Ah, sweet vengeance.
Jan., 2013: Yuck
The Rockets won the first four games of their 2013 calendar year, but then lost seven in a row. Lin hit just 36.4 percent of his shots during the skid, and his shooting woes had returned after a December that saw him shoot nearly 49 percent from the floor.
Lin had fallen into an ugly pattern. He'd put together a couple of solid games but then follow them up with a 3-of-12 performance like he did against the Minnesota Timberwolves on Jan. 19.
Inconsistency became the consistent theme.
Feb., 2013: Skills Challenges Are Cool, Too
Thankfully, Lin didn't make the All-Star team. For a while there, it appeared as though he'd have to endure the awkwardness of playing alongside the game's best—even when he would have known that his play hadn't warranted the honor.
But hey, he got to compete in the Skills Challenge at All-Star Weekend. So it wasn't a total loss.
All in all, February wasn't a terrible month for Lin. He wound up averaging 14.5 points and 6.6 assists per game while shooting 42 percent from beyond the arc—easily the best shooting month of his season.
March/April, 2013: A Hell of a Finish
Maybe Lin was just struggling to fit in with his new teammates. After an initial adjustment period, he was pretty darn good in the final two months of the regular season.
Over his final 23 games, Lin scored in double figures 19 times. Best of all, he settled into his role as the secondary attacker the Rockets could count on consistently. Houston went 14-9 over its final 23 games, thanks largely to Lin finding his role and embracing it.
2013 Postseason: A Forgettable Finish
Technically, Lin suited up for four games in the series, but he eventually lost his starting job to Patrick Beverley. Overall, Lin managed averages of just four points and two assists per game against OKC.

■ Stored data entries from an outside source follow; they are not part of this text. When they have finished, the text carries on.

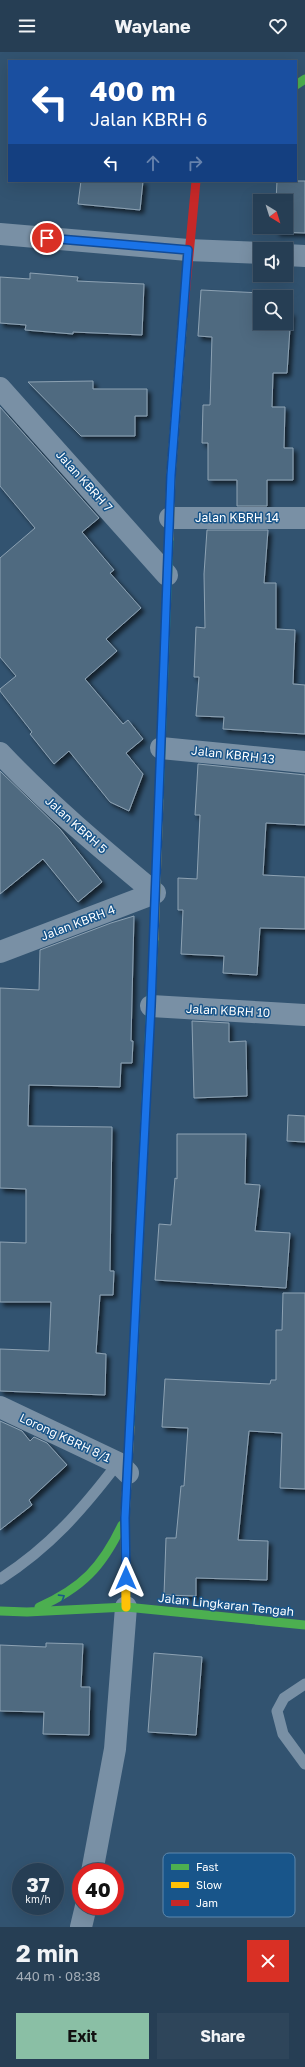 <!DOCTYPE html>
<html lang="en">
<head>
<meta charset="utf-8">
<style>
	:root { --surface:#263e54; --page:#2e455a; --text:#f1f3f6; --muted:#a4aeb8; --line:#42576b; --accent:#8abfa5 }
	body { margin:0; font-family:"Golos Text",sans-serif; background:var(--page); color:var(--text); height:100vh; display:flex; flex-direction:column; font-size:15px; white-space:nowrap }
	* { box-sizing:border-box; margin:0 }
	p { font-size:13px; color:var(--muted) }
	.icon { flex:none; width:22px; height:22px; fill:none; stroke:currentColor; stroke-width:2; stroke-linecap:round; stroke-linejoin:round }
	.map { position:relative; height:1875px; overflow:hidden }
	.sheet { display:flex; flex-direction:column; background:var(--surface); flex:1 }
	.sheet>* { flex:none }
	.hud { position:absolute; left:8px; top:8px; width:289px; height:122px; border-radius:0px; box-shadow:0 4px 16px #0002,0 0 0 1px var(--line); background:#1a4fa0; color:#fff; overflow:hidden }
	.needle { width:26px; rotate:142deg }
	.controls { position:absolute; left:253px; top:142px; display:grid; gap:8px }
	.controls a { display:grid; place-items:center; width:40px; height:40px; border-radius:0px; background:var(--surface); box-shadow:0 4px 16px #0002,0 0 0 1px var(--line); font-size:20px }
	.speed { position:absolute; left:12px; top:1811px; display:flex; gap:8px; font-size:20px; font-weight:700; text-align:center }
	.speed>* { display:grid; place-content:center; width:52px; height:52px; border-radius:50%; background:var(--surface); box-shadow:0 4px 16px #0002,0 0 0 1px var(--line); line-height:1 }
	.speed small { font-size:10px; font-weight:400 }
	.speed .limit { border:6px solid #d22; background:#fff; color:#111 }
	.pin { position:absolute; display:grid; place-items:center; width:34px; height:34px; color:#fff; margin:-17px; border:2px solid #fff; border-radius:50%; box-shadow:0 1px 4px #0007 }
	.me { position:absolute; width:44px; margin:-22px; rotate:0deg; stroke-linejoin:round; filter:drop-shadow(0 0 3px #0008) }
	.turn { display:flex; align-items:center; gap:14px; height:84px; padding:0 16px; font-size:18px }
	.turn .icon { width:52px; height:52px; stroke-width:2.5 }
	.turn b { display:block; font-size:28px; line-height:34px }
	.lanes { display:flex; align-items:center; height:38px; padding:0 16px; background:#0003; justify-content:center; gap:20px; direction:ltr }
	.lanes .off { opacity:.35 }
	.round { display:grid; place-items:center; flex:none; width:42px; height:42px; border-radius:0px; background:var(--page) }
	.head { display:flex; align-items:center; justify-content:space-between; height:68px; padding:0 16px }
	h1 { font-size:24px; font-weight:700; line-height:30px }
	.action { display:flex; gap:8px; margin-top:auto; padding:8px 16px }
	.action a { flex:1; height:46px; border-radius:0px; background:var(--accent); color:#111; font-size:16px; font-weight:700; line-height:46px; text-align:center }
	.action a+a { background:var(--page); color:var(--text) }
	header { display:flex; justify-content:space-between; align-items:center; height:52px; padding:0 16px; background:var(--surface); font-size:18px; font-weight:700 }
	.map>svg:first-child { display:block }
	.building { fill:#4f6a80; stroke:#8da2b3; filter:url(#shadow) }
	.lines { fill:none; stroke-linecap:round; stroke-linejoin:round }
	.lane { stroke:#7990a5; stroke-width:11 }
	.street { stroke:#7990a5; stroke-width:22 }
	.fast { stroke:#4caf50; stroke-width:9 }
	.slow { stroke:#ffc107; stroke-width:9 }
	.jam { stroke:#c62828; stroke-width:9 }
	.oneway { stroke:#1b5a87 }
	.route-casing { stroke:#114b97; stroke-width:10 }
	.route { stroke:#1a73e8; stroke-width:7 }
	.labels { text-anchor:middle; stroke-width:3; stroke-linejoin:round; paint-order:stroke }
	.street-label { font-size:12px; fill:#fff; stroke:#18558a }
	.key { fill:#18558a; stroke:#5d88ad; stroke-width:1 }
	.key-label { font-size:11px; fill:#fff }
</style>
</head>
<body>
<header><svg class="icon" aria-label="menu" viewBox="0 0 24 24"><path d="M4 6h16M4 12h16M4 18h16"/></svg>Waylane<svg class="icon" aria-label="heart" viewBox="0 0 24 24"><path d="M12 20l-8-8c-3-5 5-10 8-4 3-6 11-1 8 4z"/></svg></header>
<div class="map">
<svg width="305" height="1875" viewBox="0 0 305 1875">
	<defs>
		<filter id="shadow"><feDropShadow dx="3.5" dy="3.5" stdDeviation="2" flood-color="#0009"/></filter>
	</defs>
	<rect width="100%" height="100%" fill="#325370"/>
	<!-- building -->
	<path class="building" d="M81 129H143L140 158 78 152Z
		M277 129H305V181L276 180V175H286V149H276Z
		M30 221 78 225 77 229 144 232 142 283 73 280V282L25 278 26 273 0 271V225L30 227Z
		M201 238 281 242V245H260V271H286V260L291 261 287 321H273L272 355H285L284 396H293V428H267V454H237V428H208V391H202L203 353H210L212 285 198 284Z
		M93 329V337H147V364H135V384H81L28 330Z
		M0 355 99 466 82 480 114 518 110 521 141 556 106 587 117 599 85 627 123 672 128 668 143 687 126 701 143 722 129 759 110 750 69 699 54 712 30 682 32 680 0 639V637L16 624 0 605V506L35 476 0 434Z
		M207 478H268L264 531H276V577L295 578 293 632 305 633V682L223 677 224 665 196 664 199 625H194L196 575 205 576 204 522Z
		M198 712 305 723V773L266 771 263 823 305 825V877L260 876 257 923 223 921 224 904 181 902 183 858H178V826L197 827 200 763H195Z
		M0 719 60 777 102 830 78 850 43 807 0 842Z
		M134 864 131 989H133L132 1011H121L120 1035 29 1033 28 1074 112 1075 110 1219H114L113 1243H100L96 1301 106 1302 105 1343 0 1339V1297L49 1299 51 1250H0V1190L26 1191V1137L0 1136V936L39 938 40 898 111 871Z
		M192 969 229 971V990L246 989 247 1044 194 1046Z
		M288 1063 305 1064V1090L287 1089Z
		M177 1082H246L245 1132 260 1133 255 1179 290 1181 286 1236 155 1228 159 1172 171 1173 175 1126 177 1127Z
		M283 1241H305V1437L280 1436 282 1381 249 1379 238 1488 268 1489 267 1528 196 1526V1544L164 1543 166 1486H176L181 1434H184L188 1376 162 1375 165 1327 270 1332 271 1328H276V1278H282Z
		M0 1369 22 1379 30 1389 34 1385 47 1391 67 1413 29 1448 32 1453 0 1478Z
		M46 1591 83 1592 81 1635H90L89 1683 43 1682 44 1660 0 1659V1593L46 1595Z
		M154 1601 202 1605 196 1683 148 1680Z"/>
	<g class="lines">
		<!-- lane -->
		<path class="lane" d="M0 1527C50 1495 82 1458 118 1411
			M305 1632 284 1646 277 1659 283 1682 305 1712"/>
		<!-- street -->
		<path class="street" d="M0 182 188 198 260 201
			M286 203 305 204
			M0 336 167 523
			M170 466H305
			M161 696 305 710
			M0 701C48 752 102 797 155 841L0 900
			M151 954 305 963
			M0 1355 118 1411 128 1421
			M92 1820 115 1697 126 1555
			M81 1875 86 1854"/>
		<!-- fast -->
		<path class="fast" d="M296 33 305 27
			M159 748 169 487
			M130 1375 154 887
			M39 1555C82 1536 102 1515 122 1473
			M0 1559 27 1560 126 1555 305 1573"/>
		<!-- slow -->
		<path class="slow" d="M169 487 171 423 183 266
			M154 887 159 748
			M126 1555 125 1466 130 1375"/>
		<!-- jam -->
		<path class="jam" d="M183 266 196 129"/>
	</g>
	<!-- one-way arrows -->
	<defs><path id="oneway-chevron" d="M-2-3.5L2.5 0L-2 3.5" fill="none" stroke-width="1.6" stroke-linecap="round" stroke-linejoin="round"/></defs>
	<use class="oneway" href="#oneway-chevron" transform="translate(62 1545) rotate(-32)"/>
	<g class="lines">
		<defs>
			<path id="route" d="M47 186 188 198 171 423 151 954 125 1466 126 1526"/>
		</defs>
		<!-- route casing -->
		<use href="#route" class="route-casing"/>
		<!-- route -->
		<use href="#route" class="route"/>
	</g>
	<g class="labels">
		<!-- street labels -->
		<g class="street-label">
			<text transform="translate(84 429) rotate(48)" y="4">Jalan KBRH 7</text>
			<text x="237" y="470">Jalan KBRH 14</text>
			<text transform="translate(233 703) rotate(6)" y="4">Jalan KBRH 13</text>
			<text transform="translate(76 773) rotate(42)" y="4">Jalan KBRH 5</text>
			<text transform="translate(78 871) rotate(-21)" y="4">Jalan KBRH 4</text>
			<text transform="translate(228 959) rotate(3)" y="4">Jalan KBRH 10</text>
			<text transform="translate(65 1386) rotate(25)" y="4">Lorong KBRH 8/1</text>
			<text transform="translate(226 1553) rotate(6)" y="4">Jalan Lingkaran Tengah</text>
		</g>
	</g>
	<!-- legend -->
	<rect x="163" y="1801" width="132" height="64" rx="6" class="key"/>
	<rect x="171" y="1812" width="18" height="6" fill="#4caf50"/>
	<rect x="171" y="1830" width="18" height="6" fill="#ffc107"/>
	<rect x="171" y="1848" width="18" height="6" fill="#c62828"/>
	<g class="key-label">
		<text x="196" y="1819">Fast</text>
		<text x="196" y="1837">Slow</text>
		<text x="196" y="1855">Jam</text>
	</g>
</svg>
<div class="controls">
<a><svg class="needle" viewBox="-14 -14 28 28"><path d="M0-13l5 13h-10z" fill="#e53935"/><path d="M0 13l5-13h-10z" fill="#a4aeb8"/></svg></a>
<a><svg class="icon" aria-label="sound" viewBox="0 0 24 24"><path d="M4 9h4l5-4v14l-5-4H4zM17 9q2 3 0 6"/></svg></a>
<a><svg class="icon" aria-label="search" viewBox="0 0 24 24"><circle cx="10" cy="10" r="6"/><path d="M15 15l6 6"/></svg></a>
</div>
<div class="speed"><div>37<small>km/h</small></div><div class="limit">40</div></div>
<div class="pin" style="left:47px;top:186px;background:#d93025"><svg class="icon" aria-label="arrive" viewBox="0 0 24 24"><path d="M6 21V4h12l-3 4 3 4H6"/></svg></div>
<svg class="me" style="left:126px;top:1526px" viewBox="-20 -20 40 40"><path d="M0-17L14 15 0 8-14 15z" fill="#1a73e8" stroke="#fff" stroke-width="4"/></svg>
<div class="hud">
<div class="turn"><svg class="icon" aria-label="left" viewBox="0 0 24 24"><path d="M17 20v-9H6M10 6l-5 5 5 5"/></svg><div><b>400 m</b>Jalan KBRH 6</div></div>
<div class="lanes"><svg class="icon" aria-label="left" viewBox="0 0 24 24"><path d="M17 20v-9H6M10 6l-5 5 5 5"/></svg><svg class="icon off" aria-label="ahead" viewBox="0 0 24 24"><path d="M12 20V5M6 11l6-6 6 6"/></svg><svg class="icon off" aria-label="right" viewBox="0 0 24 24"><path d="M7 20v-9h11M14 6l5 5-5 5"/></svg></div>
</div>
</div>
<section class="sheet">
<div class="head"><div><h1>2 min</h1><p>440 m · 08:38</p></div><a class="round" style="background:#d93025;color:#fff"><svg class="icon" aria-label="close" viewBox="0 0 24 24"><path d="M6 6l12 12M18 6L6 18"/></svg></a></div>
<div class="action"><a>Exit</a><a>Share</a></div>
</section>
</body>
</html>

It was an ugly end to a season that had a few more ups than downs, but Lin could hardly help the fact that he suffered the injury. The problem, though, was that Beverley's solid performance created questions about Lin's role.
2013-14 Season: Here We Are
So, as the Rockets head toward a 2013-14 season packed with more expectations than any in recent memory, Lin's position with the team remains somewhat uncertain.
There are those that think he'd be best suited for a bench role (author raises hand), while others think his excellent closing run last year shows that he's actually deserving of another shot at the starter's spot.
There's plenty of time for things to shake out before the regular season commences, but one thing's for sure: Based on the way Jeremy Lin's career has gone so far, there's no way the coming weeks will lack for surprises.